# Removing stubborn Washing machine tub.



## DangerMouse (Jul 17, 2008)

any way to repair this washer tub so it spins again? It's totally rusted off the shaft. The wife wanted to screw it to the underside..... I told her if we did that, it'd probably leak all over the place. I was thinking maybe some sort of REAL TOUGH adhesive might get a little more use from it until we can find another used one on CL, but there's a lot of torque on it so JBWeld probably would just break loose again.

Thanks

DM


----------



## hardwareman (Oct 9, 2010)

you are totally screwed, that thing will never wash anything again.
maybe you can talk to a local appliance dealer who disposes of customers old units for them and come up with a used tub, that is very common Whirlpool tub.


----------



## DangerMouse (Jul 17, 2008)

Good idea..... I just tried our best local guy, but even he wants me to bring the whole thing in and still wants around $50.00 for a new tub.

I can get a washer AND dryer on CL for that!

*sigh* It never ends, does it? :laughing:

Thanks for trying though!

DM


----------



## DangerMouse (Jul 17, 2008)

OK, I took out the tub, but now I can't get the broken part off of the main shaft. I can't find any good machines on CL, so it's find a new tub time.
I don't want to break anything, so how the heck does the rest of this thing come off? Is there something under the plastic plugs below? Slip a screwdriver down the slit and make with the secret handshake?

Thanks!

DM


----------



## hardwareman (Oct 9, 2010)

take off that big nut on top and it should pull right off


----------



## DangerMouse (Jul 17, 2008)

What nut?

DM


----------



## hardwareman (Oct 9, 2010)

that big thing with the 4 notches just below the agitator shaft


----------



## DangerMouse (Jul 17, 2008)

It don't turn.

DM


----------



## DangerMouse (Jul 17, 2008)

Does it need some special tool?

DM


----------



## hardwareman (Oct 9, 2010)

yes its called a spanner wrench but I think I've done it before with a pipe wrench


----------



## DangerMouse (Jul 17, 2008)

Man, I've been trying all morning, this thing does not move. Well, ok, it MOVES, but the whole mess turns, making it hard to try to wrench them apart. It still looks to me like the center, washer-looking ring would unscrew. I can't seem to find an exploded view/repair manual for it either. We sure need this thing off of there!

DM


----------



## DangerMouse (Jul 17, 2008)

Welp, you were right.... it was a large nut. After putting TWO pipe wrenches on it and having the wife hold one to keep it from just turning as I hammered the other wrench, it finally gave.

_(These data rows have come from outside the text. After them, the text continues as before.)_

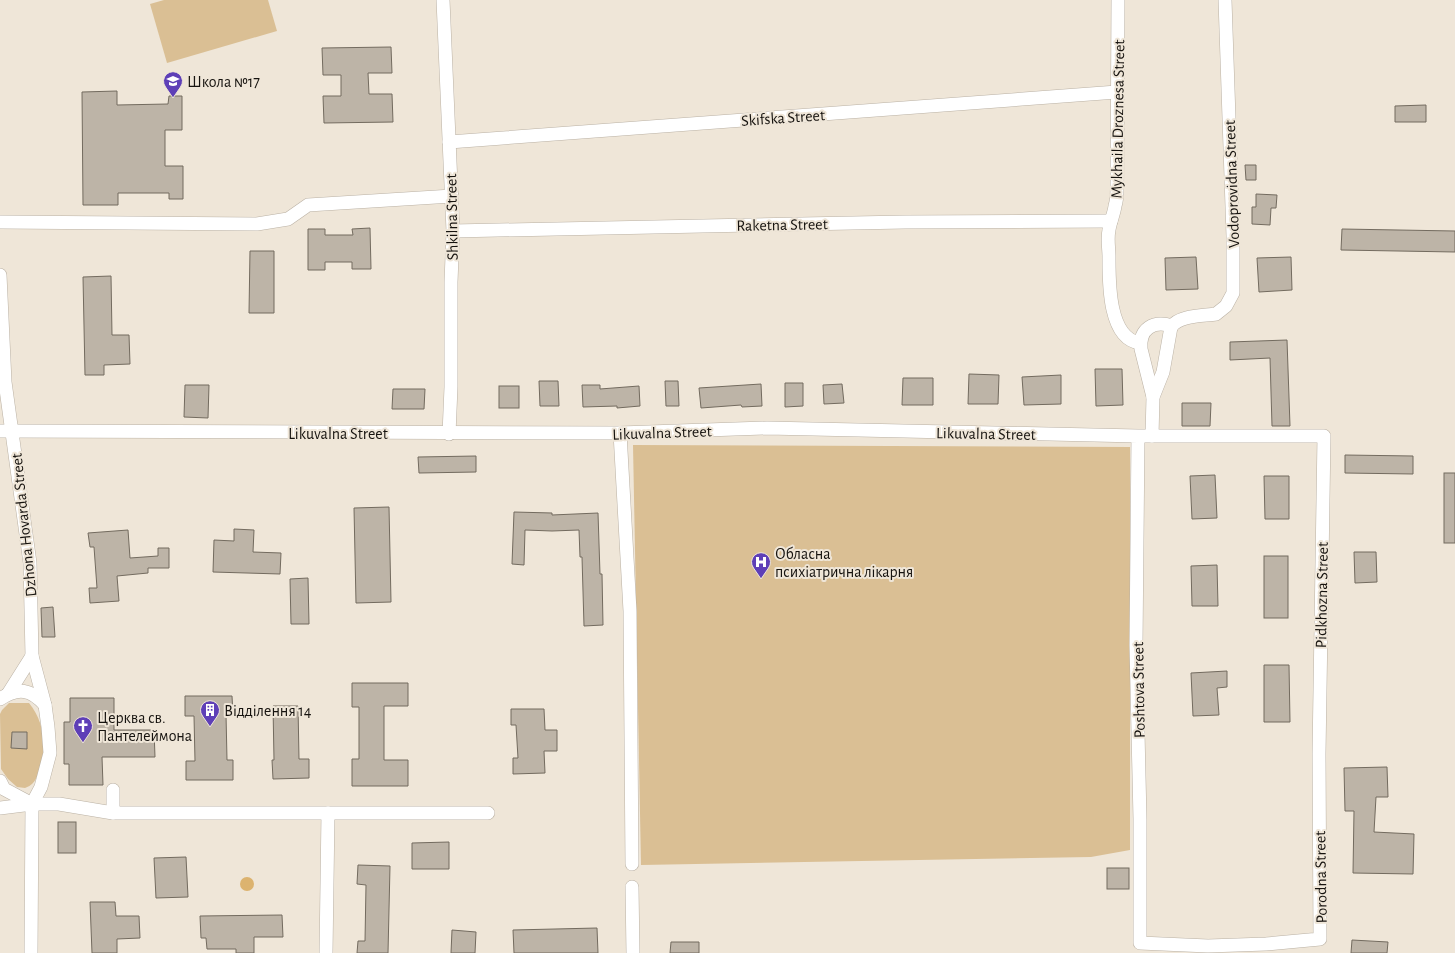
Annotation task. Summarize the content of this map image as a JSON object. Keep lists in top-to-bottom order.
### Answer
{
  "streets": {
    "street": [
      "Skifska Street",
      "Mykhaila Droznesa Street",
      "Vodoprovidna Street",
      "Shkilna Street",
      "Raketna Street",
      "Likuvalna Street",
      "Dzhona Hovarda Street",
      "Pidkhozna Street",
      "Poshtova Street",
      "Porodna Street"
    ]
  },
  "crossings": [
    ["Skifska Street", "Mykhaila Droznesa Street"],
    ["Skifska Street", "Shkilna Street"],
    ["Mykhaila Droznesa Street", "Vodoprovidna Street"],
    ["Mykhaila Droznesa Street", "Raketna Street"],
    ["Shkilna Street", "Raketna Street"],
    ["Shkilna Street", "Likuvalna Street"],
    ["Likuvalna Street", "Dzhona Hovarda Street"],
    ["Likuvalna Street", "Pidkhozna Street"],
    ["Likuvalna Street", "Poshtova Street"],
    ["Pidkhozna Street", "Porodna Street"],
    ["Poshtova Street", "Porodna Street"]
  ],
  "places": {
    "school or university": ["Школа №17"],
    "hospital": ["Обласна психіатрична лікарня"],
    "building": ["Відділення 14"],
    "church": ["Церква св. Пантелеймона"]
  }
}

Now to see if the appliance guy has one. *fingers crossed*

DM


----------



## DangerMouse (Jul 17, 2008)

Got it fixed. The used tub was $25.00.

I took the extra time and opened up the dryer and cleaned lint from inside too.
It really needed it!

DM


----------



## hardwareman (Oct 9, 2010)

congrats to you DM


----------



## BigJim (Sep 2, 2008)

DangerMouse said:


> Got it fixed. The used tub was $25.00.
> 
> I took the extra time and opened up the dryer and cleaned lint from inside too.
> It really needed it!
> ...


Way to go DM, if this had been a year sooner and we were closer we could have given you a good tub, our washer bit the big one but the tub was OK. Sorry you had so much trouble with your washer buddy, glad you got it fixed.


----------